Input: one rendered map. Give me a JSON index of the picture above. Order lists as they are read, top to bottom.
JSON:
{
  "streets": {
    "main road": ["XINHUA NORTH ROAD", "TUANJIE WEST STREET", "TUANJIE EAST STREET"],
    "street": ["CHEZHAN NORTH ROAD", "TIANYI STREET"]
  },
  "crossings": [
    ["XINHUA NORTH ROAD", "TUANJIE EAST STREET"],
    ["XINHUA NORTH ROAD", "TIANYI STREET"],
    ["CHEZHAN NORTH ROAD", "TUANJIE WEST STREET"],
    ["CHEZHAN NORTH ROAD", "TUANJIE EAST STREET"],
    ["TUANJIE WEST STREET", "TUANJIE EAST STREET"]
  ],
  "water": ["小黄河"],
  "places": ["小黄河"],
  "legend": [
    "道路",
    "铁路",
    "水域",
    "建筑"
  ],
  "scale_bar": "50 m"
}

----------

[ASSIGNMENT]
From the first line to the last, retype the records exactly.

[RESULT OF THE EXERCISE]
Input: one rendered map. Give me a JSON index of the picture above. Order lists as they are read, top to bottom.
JSON:
{
  "streets": {
    "main road": ["XINHUA NORTH ROAD", "TUANJIE WEST STREET", "TUANJIE EAST STREET"],
    "street": ["CHEZHAN NORTH ROAD", "TIANYI STREET"]
  },
  "crossings": [
    ["XINHUA NORTH ROAD", "TUANJIE EAST STREET"],
    ["XINHUA NORTH ROAD", "TIANYI STREET"],
    ["CHEZHAN NORTH ROAD", "TUANJIE WEST STREET"],
    ["CHEZHAN NORTH ROAD", "TUANJIE EAST STREET"],
    ["TUANJIE WEST STREET", "TUANJIE EAST STREET"]
  ],
  "water": ["小黄河"],
  "places": ["小黄河"],
  "legend": [
    "道路",
    "铁路",
    "水域",
    "建筑"
  ],
  "scale_bar": "50 m"
}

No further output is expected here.